MAROS — Perdebatan panas soal pungutan komite kembali menyeruak di SDN 30 Maros. Percakapan dalam grup WhatsApp orang tua murid kelas IV memperlihatkan perdebatan sengit antara Wali Kelas IV, Suhaena, dengan sejumlah orang tua murid terkait status uang komite.
Dalam tangkapan layar yang beredar, Suhaena menjelaskan bahwa dana komite sangat membantu sekolah, terutama untuk membayar guru honorer yang tidak tercover dana BOS, serta biaya pelatih, seragam lomba, hingga hadiah kompetisi.
“Kalau tidak ada komite, guru-gurunya anak ta tidak bisa dibayarkan honornya. Alhamdulillah di sekolah kita masih ada komite sehingga anak-anak masih bisa belajar bahasa Inggris dan PJOK,” tulis Suhaena.
Ia menegaskan bahwa sumbangan komite bukan pungutan, melainkan sukarela. Bahkan ia menyebut regulasi Permendikbud No. 75 Tahun 2016 sebagai dasar komite meminta sumbangan dari orang tua.
Namun, klaim ini ditentang keras oleh salah satu orang tua murid, Nurul Amrah, yang menilai praktik tersebut menyalahi aturan.
“Menagih sama saja dengan pungutan. Itu yang tidak boleh. Kalau sifatnya sukarela maka tidak boleh ada penagihan. Itu harus dibedakan,” tegas Nurul.
Kontradiksi dengan Larangan Bupati
Polemik di SDN 30 Maros ini bersinggungan langsung dengan kebijakan terbaru Bupati Maros, H.A.S. Chaidir Syam, yang secara tegas melarang pungutan dalam bentuk apa pun di sekolah.
Larangan tersebut dituangkan melalui surat pemberitahuan resmi Dinas Pendidikan dan Kebudayaan Maros, Kepala Dinas, Andi Wandi Bangsawan Putra Patabai, Surat itu ditujukan kepada seluruh kepala sekolah TK, SD, dan SMP di Kabupaten Maros.
Isinya jelas: sekolah dilarang melakukan pungutan, termasuk dalam bentuk iuran komite, paranting, hingga kegiatan maulid, kecuali sumbangan masyarakat yang benar-benar sukarela, tidak mengikat, dan dikelola oleh komite.

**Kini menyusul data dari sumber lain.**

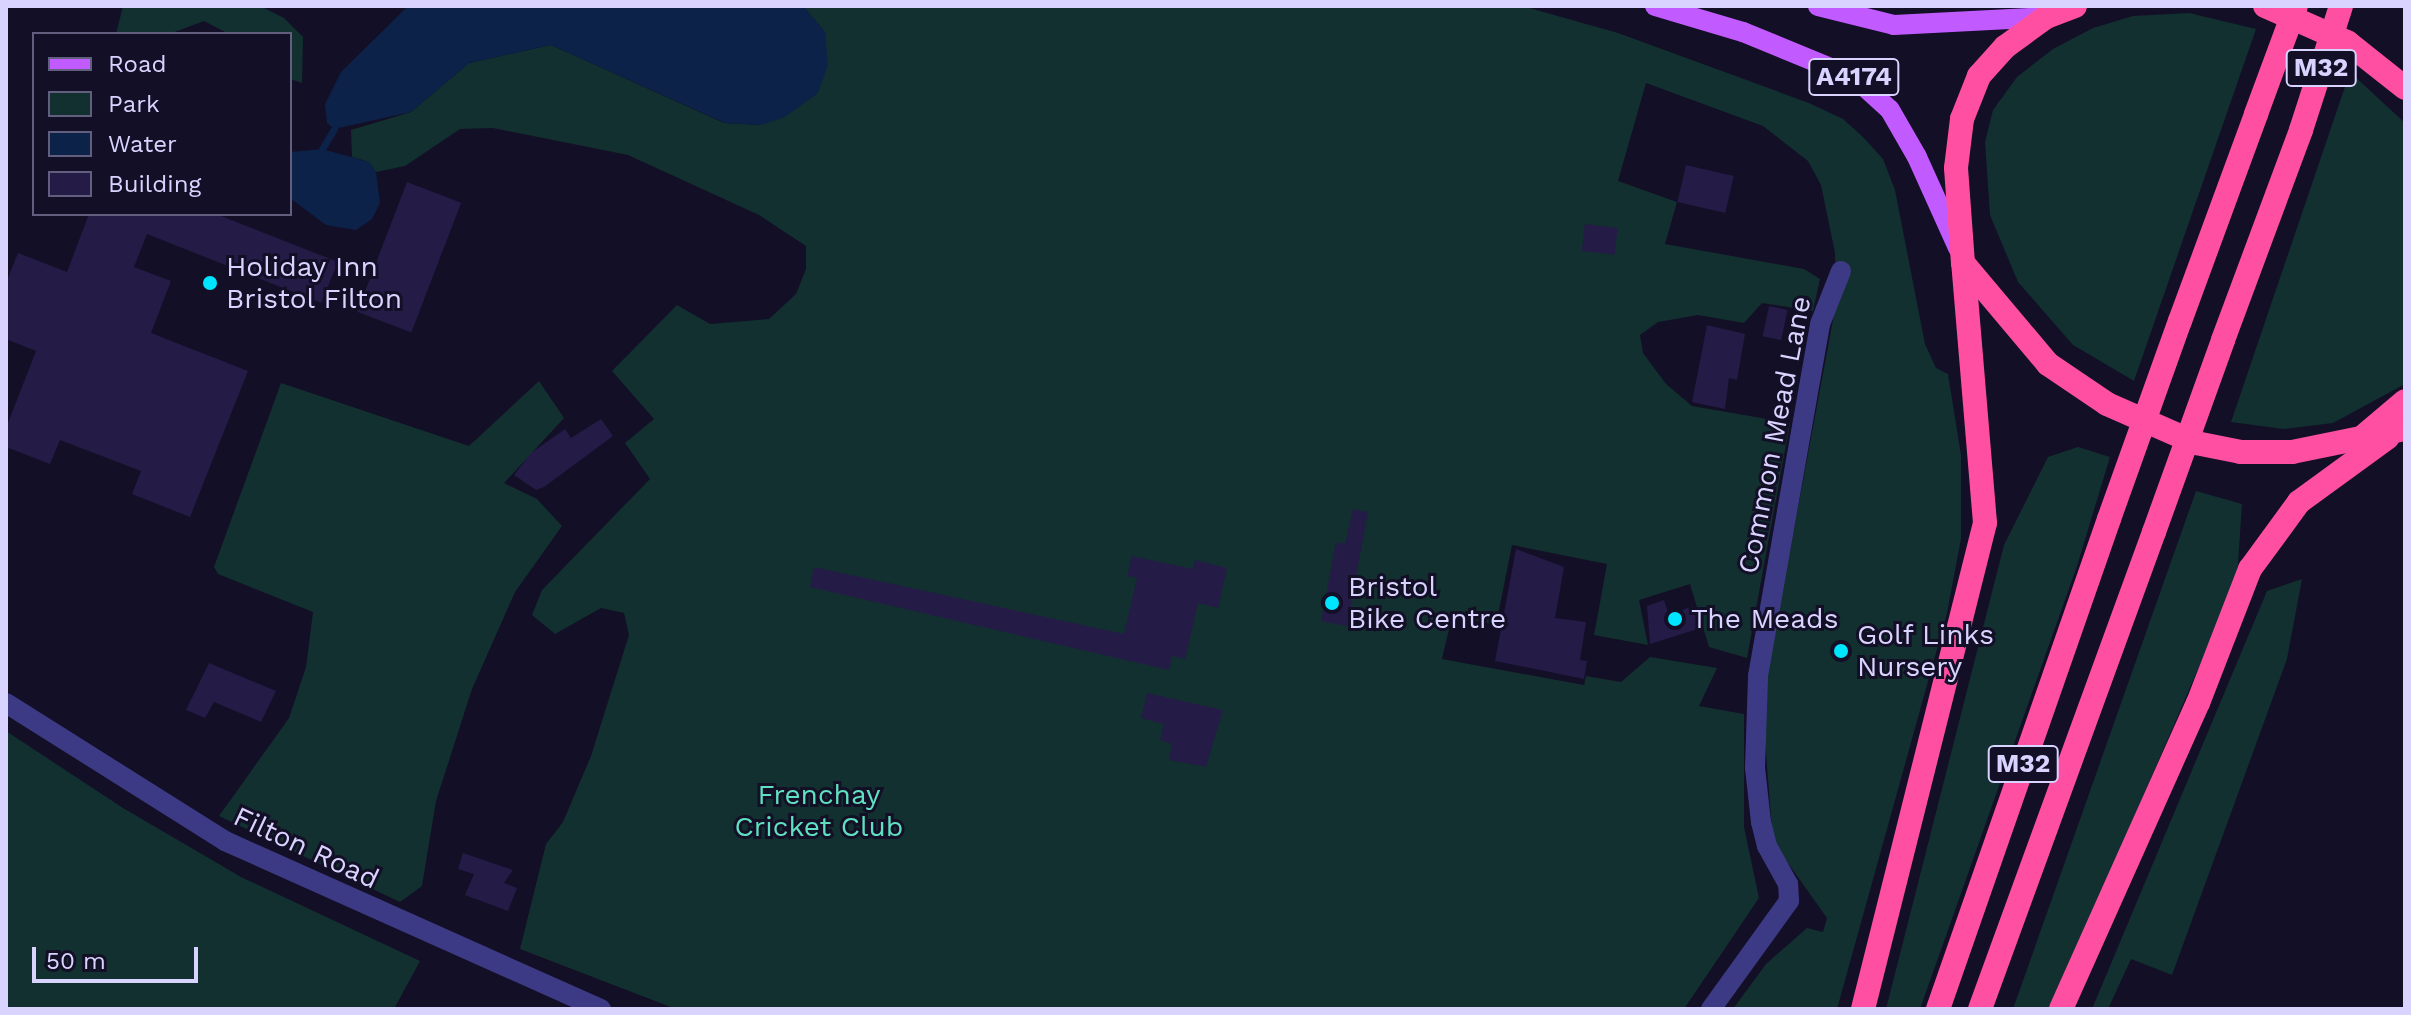 <!DOCTYPE html>
<html>
<head>
<meta charset="utf-8">
<style>
	body { margin:0 }
	#map { position:relative; width:2411px; height:1015px; overflow:hidden; background:#130f26; font-family:"Work Sans",sans-serif }
	div>[style] { position:absolute }
	.green>* { inset:0; background:#12302f }
	.water>* { inset:0; background:#0c2248 }
	.stream>* { height:7px; margin:-3.5px; padding:0 3.5px; transform-origin:3.5px; border-radius:3.5px; background:#0c2248 }
	.building>* { inset:0; background:#241b47; transform-origin:0 0 }
	.street>* { height:20px; margin:-10px; padding:0 10px; transform-origin:10px; border-radius:10px; background:#3d3a85 }
	.primary>* { height:20px; margin:-10px; padding:0 10px; transform-origin:10px; border-radius:10px; background:#c25bff }
	.highway>* { height:24px; margin:-12px; padding:0 12px; transform-origin:12px; border-radius:12px; background:#ff4fa3 }
	.highway-bridge>* { height:24px; margin:-12px; padding:0 12px; transform-origin:12px; border-radius:12px; background:#ff4fa3 }
	.dots>* { width:22px; height:22px; translate:-50% -50%; box-sizing:border-box; border:4px solid #130f26; border-radius:50% }
	span { translate:-50% -50%; white-space:nowrap; text-align:center; line-height:1.15; -webkit-text-stroke:6px #130f26; paint-order:stroke }
	.shield-label span { padding:2px 6px; background:#130f26; border:2px solid; border-radius:6px; -webkit-text-stroke-width:0 }
	.shield-label { font-size:26px; color:#d9d4ff; font-weight:700 }
	.poi-label { font-size:28px; color:#d9d4ff }
	.left { translate:0 -50%; text-align:left }
	.street-label { font-size:28px; color:#d9d4ff }
	.park-label { font-size:28px; color:#5fe0c0 }
	.frame { position:absolute; inset:0; border:8px solid #d9d4ff; pointer-events:none }
	.legend { position:absolute; left:32px; top:32px; width:260px; height:184px; box-sizing:border-box; background:#130f26; border:2px solid #625e7d; margin:0; padding:10px 14px; list-style:none; font-size:24px; color:#d9d4ff }
	.legend li { display:flex; align-items:center; gap:16px; height:40px }
	.legend b { width:40px; border:2px solid #625e7d }
	.scale { position:absolute; left:32px; top:947px; width:166px; height:36px; box-sizing:border-box; border:4px solid #d9d4ff; border-top:0; padding-left:10px; font-size:24px; line-height:28px; white-space:nowrap; color:#d9d4ff; -webkit-text-stroke:6px #130f26; paint-order:stroke }
</style>
</head>
<body>
<div id="map">
	<div class="green">
		<div style="clip-path:polygon(123px 6px,260px 6px,284px 18px,303px 37px,302px 83px,290px 79px,290px 34px,229px 34px,204px 21px,169px 34px,116px 34px)"></div>
		<div style="clip-path:polygon(803px 6px,1522px 6px,1618px 33px,1809px 103px,1843px 119px,1863px 137px,1883px 159px,1895px 190px,1925px 344px,1936px 368px,1948px 374px,1961px 455px,1961px 539px,1947px 613px,1837px 1009px,1733px 1009px,1766px 964px,1807px 928px,1823px 932px,1827px 918px,1773px 842px,1765px 740px,1766px 679px,1836px 304px,1835px 253px,1821px 185px,1808px 161px,1763px 126px,1646px 83px,1618px 181px,1677px 202px,1665px 244px,1804px 269px,1820px 279px,1813px 311px,1762px 303px,1744px 323px,1698px 315px,1658px 322px,1640px 335px,1643px 353px,1666px 384px,1692px 406px,1790px 423px,1747px 658px,1709px 647px,1690px 584px,1639px 600px,1648px 645px,1594px 635px,1607px 564px,1512px 545px,1496px 625px,1452px 616px,1442px 659px,1584px 685px,1586px 676px,1621px 682px,1650px 657px,1717px 668px,1699px 706px,1744px 714px,1744px 827px,1759px 898px,1684px 1009px,676px 1009px,520px 949px,546px 844px,563px 822px,591px 756px,629px 635px,624px 613px,601px 608px,555px 634px,532px 615px,542px 590px,650px 479px,625px 443px,654px 419px,612px 371px,677px 305px,710px 324px,769px 319px,796px 294px,806px 269px,806px 246px,759px 215px,628px 155px,493px 128px,460px 129px,405px 166px,376px 172px,369px 162px,352px 157px,351px 130px,411px 112px,469px 63px,551px 45px,724px 123px,761px 125px,825px 32px)"></div>
		<div style="clip-path:polygon(2189px 13px,2256px 29px,2134px 381px,2073px 345px,2018px 282px,1990px 215px,1985px 142px,1993px 110px,2017px 77px,2053px 49px,2093px 28px,2133px 16px)"></div>
		<div style="clip-path:polygon(2350px 72px,2405px 123px,2405px 384px,2333px 423px,2283px 429px,2231px 422px)"></div>
		<div style="clip-path:polygon(539px 381px,564px 418px,504px 483px,537px 499px,562px 526px,515px 592px,472px 689px,436px 801px,422px 886px,400px 902px,219px 816px,289px 718px,306px 667px,313px 612px,218px 574px,214px 567px,281px 383px,469px 446px)"></div>
		<div style="clip-path:polygon(2078px 447px,2110px 457px,2077px 566px,1920px 1009px,1886px 1009px,2004px 545px,2048px 457px)"></div>
		<div style="clip-path:polygon(2196px 491px,2242px 504px,2237px 579px,2051px 1009px,2013px 1009px)"></div>
		<div style="clip-path:polygon(2302px 579px,2287px 659px,2172px 975px,2131px 959px,2108px 1009px,2092px 1009px,2267px 591px)"></div>
		<div style="clip-path:polygon(6px 731px,123px 808px,241px 877px,420px 961px,394px 1009px,6px 1009px)"></div>
	</div>
	<div class="water">
		<div style="clip-path:polygon(408px 6px,803px 6px,825px 32px,828px 65px,818px 93px,785px 117px,761px 125px,725px 123px,551px 45px,469px 63px,411px 112px,334px 129px,327px 123px,325px 104px,341px 72px)"></div>
		<div style="clip-path:polygon(322px 149px,369px 162px,376px 172px,380px 203px,372px 219px,356px 230px,326px 225px,290px 198px,290px 152px)"></div>
	</div>
	<div class="stream">
		<div style="left:322px;top:149px;width:23px;rotate:-59deg"></div>
	</div>
	<div class="building">
		<div style="left:1686px;top:165px;width:49px;height:38px;rotate:13deg"></div>
		<div style="left:407px;top:182px;width:58px;height:139px;rotate:21deg"></div>
		<div style="clip-path:polygon(89px 214px,216px 214px,338px 262px,321px 303px,147px 234px,134px 267px,171px 281px,151px 333px,248px 371px,190px 517px,132px 494px,141px 471px,60px 440px,50px 464px,6px 447px,6px 428px,36px 351px,6px 339px,6px 283px,18px 253px,67px 272px)"></div>
		<div style="left:1585px;top:224px;width:33px;height:27px;rotate:7deg"></div>
		<div style="left:1769px;top:306px;width:19px;height:31px;rotate:12deg"></div>
		<div style="clip-path:polygon(1707px 325px,1745px 334px,1737px 380px,1729px 378px,1725px 409px,1692px 402px)"></div>
		<div style="clip-path:polygon(601px 419px,613px 436px,544px 487px,536px 490px,514px 475px,531px 453px,565px 429px,571px 438px)"></div>
		<div style="clip-path:polygon(1353px 509px,1368px 512px,1347px 626px,1321px 621px,1336px 542px,1345px 544px)"></div>
		<div style="clip-path:polygon(1516px 549px,1564px 567px,1555px 618px,1586px 622px,1580px 660px,1587px 661px,1584px 679px,1495px 661px)"></div>
		<div style="clip-path:polygon(1132px 556px,1193px 569px,1195px 560px,1227px 568px,1218px 608px,1198px 603px,1185px 659px,1172px 656px,1169px 670px,810px 587px,814px 567px,1124px 634px,1137px 578px,1127px 576px)"></div>
		<div style="clip-path:polygon(1664px 600px,1669px 615px,1693px 606px,1701px 628px,1650px 644px,1647px 606px)"></div>
		<div style="clip-path:polygon(209px 663px,276px 691px,261px 722px,214px 702px,205px 718px,186px 710px)"></div>
		<div style="clip-path:polygon(1147px 693px,1223px 710px,1206px 767px,1169px 760px,1172px 744px,1160px 740px,1164px 724px,1141px 718px)"></div>
		<div style="clip-path:polygon(463px 853px,513px 870px,504px 883px,517px 888px,508px 911px,465px 895px,474px 874px,458px 869px)"></div>
	</div>
	<div class="street">
		<div style="left:6px;top:703px;width:259px;rotate:32.2deg"></div>
		<div style="left:225px;top:841px;width:412px;rotate:24.1deg"></div>
		<div style="left:1711px;top:1009px;width:133px;rotate:-54.2deg"></div>
		<div style="left:1789px;top:901px;width:17px;rotate:-93deg"></div>
		<div style="left:1788px;top:884px;width:43px;rotate:-118.9deg"></div>
		<div style="left:1767px;top:846px;width:25px;rotate:-104deg"></div>
		<div style="left:1761px;top:822px;width:54px;rotate:-96.3deg"></div>
		<div style="left:1755px;top:768px;width:92px;rotate:-88.1deg"></div>
		<div style="left:1758px;top:676px;width:357px;rotate:-80deg"></div>
		<div style="left:1820px;top:324px;width:57px;rotate:-68.4deg"></div>
	</div>
	<div class="primary">
		<div style="left:1655px;top:6px;width:92px;rotate:16.5deg"></div>
		<div style="left:1743px;top:32px;width:121px;rotate:22.3deg"></div>
		<div style="left:1855px;top:78px;width:47px;rotate:42.4deg"></div>
		<div style="left:1890px;top:110px;width:54px;rotate:60.1deg"></div>
		<div style="left:1917px;top:157px;width:100px;rotate:65.7deg"></div>
		<div style="left:1818px;top:6px;width:78px;rotate:14deg"></div>
		<div style="left:1894px;top:25px;width:152px;rotate:-3deg"></div>
	</div>
	<div class="highway">
		<div style="left:2075px;top:6px;width:31px;rotate:159deg"></div>
		<div style="left:2046px;top:17px;width:51px;rotate:143.8deg"></div>
		<div style="left:2005px;top:47px;width:39px;rotate:132deg"></div>
		<div style="left:1979px;top:76px;width:46px;rotate:111.6deg"></div>
		<div style="left:1962px;top:119px;width:49px;rotate:97deg"></div>
		<div style="left:1956px;top:168px;width:95px;rotate:85.8deg"></div>
		<div style="left:1963px;top:263px;width:132px;rotate:49.9deg"></div>
		<div style="left:2048px;top:364px;width:71px;rotate:34.1deg"></div>
		<div style="left:2107px;top:404px;width:97px;rotate:23.7deg"></div>
		<div style="left:2196px;top:443px;width:46px;rotate:11.3deg"></div>
		<div style="left:2241px;top:452px;width:51px"></div>
		<div style="left:2292px;top:452px;width:115px;rotate:-11.5deg"></div>
		<div style="left:2265px;top:6px;width:90px;rotate:23.7deg"></div>
		<div style="left:2347px;top:42px;width:74px;rotate:38.4deg"></div>
		<div style="left:2180px;top:321px;width:221px;rotate:-69.8deg"></div>
		<div style="left:2223px;top:340px;width:224px;rotate:-69.6deg"></div>
		<div style="left:2365px;top:435px;width:52px;rotate:-40.4deg"></div>
		<div style="left:1863px;top:1009px;width:501px;rotate:-75.91deg"></div>
		<div style="left:1985px;top:523px;width:261px;rotate:-94.8deg"></div>
		<div style="left:1938px;top:1009px;width:519px;rotate:-70.76deg"></div>
		<div style="left:1980px;top:1009px;width:508px;rotate:-69.96deg"></div>
		<div style="left:2061px;top:1009px;width:335px;rotate:-65.9deg"></div>
		<div style="left:2198px;top:703px;width:144px;rotate:-68.8deg"></div>
		<div style="left:2250px;top:569px;width:83px;rotate:-53.8deg"></div>
		<div style="left:2299px;top:502px;width:110px;rotate:-36.1deg"></div>
	</div>
	<div class="highway-bridge">
		<div style="left:2256px;top:114px;width:115px;rotate:-69.7deg"></div>
		<div style="left:2301px;top:130px;width:130px;rotate:-72.1deg"></div>
		<div style="left:2109px;top:519px;width:210px;rotate:-70.3deg"></div>
		<div style="left:2154px;top:532px;width:204px;rotate:-70.2deg"></div>
	</div>
	<div class="dots">
		<div style="left:210px;top:283px;background:#00e5ff"></div>
		<div style="left:1332px;top:603px;background:#00e5ff"></div>
		<div style="left:1675px;top:619px;background:#00e5ff"></div>
		<div style="left:1841px;top:651px;background:#00e5ff"></div>
	</div>
	<div class="shield-label">
		<span style="left:2321px;top:68px">M32</span>
		<span style="left:1854px;top:77px">A4174</span>
		<span style="left:2023px;top:764px">M32</span>
	</div>
	<div class="poi-label">
		<span class="left" style="left:226px;top:283px">Holiday Inn<br>Bristol Filton</span>
		<span class="left" style="left:1348px;top:603px">Bristol<br>Bike Centre</span>
		<span class="left" style="left:1691px;top:619px">The Meads</span>
		<span class="left" style="left:1857px;top:651px">Golf Links<br>Nursery</span>
	</div>
	<div class="street-label">
		<span style="left:1775px;top:435px;rotate:-79deg">Common Mead Lane</span>
		<span style="left:306px;top:848px;rotate:25deg">Filton Road</span>
	</div>
	<div class="park-label">
		<span style="left:819px;top:811px">Frenchay<br>Cricket Club</span>
	</div>
	<div class="frame"></div>
	<ul class="legend">
	<li><b style="height:10px;background:#c25bff"></b>Road</li>
	<li><b style="height:22px;background:#12302f"></b>Park</li>
	<li><b style="height:22px;background:#0c2248"></b>Water</li>
	<li><b style="height:22px;background:#241b47"></b>Building</li>
	</ul>
	<div class="scale">50 m</div>
</div>
</body>
</html>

Artinya, dalih “sumbangan sukarela” yang disebut Suhaena bisa menjadi masalah jika dalam praktiknya ada bentuk penagihan, pengingat rutin, atau tekanan moral yang membuat orang tua merasa wajib membayar.
Persoalan Lama, Solusi Tak Jelas
Kasus di SDN 30 Maros mencerminkan dilema klasik pendidikan dasar, Sekolah mengaku butuh dana tambahan karena BOS tidak mencukupi, khususnya untuk membayar guru honorer dan kegiatan ekstrakurikuler.
Orang tua murid menuntut transparansi dan kepastian hukum agar iuran komite tidak berubah menjadi pungutan wajib.
Pemerintah daerah sudah melarang pungutan dan meminta sekolah menghentikan praktik tersebut, tapi di lapangan, aturan dan kebutuhan praktis masih sering berbenturan.
Hingga kini, perdebatan di grup WhatsApp orang tua murid kelas IV SDN 30 Maros belum menemukan titik temu. Orang tua mendesak adanya transparansi dan penegakan aturan, sementara guru tetap menegaskan pentingnya kontribusi komite demi keberlangsungan kegiatan sekolah.
Kontradiksi antara pernyataan wali kelas dan larangan Bupati Maros kini menempatkan SDN 30 Maros dalam sorotan publik: apakah praktik iuran komite di sekolah tersebut benar-benar sukarela, atau telah bergeser menjadi pungutan terselubung yang melanggar aturan?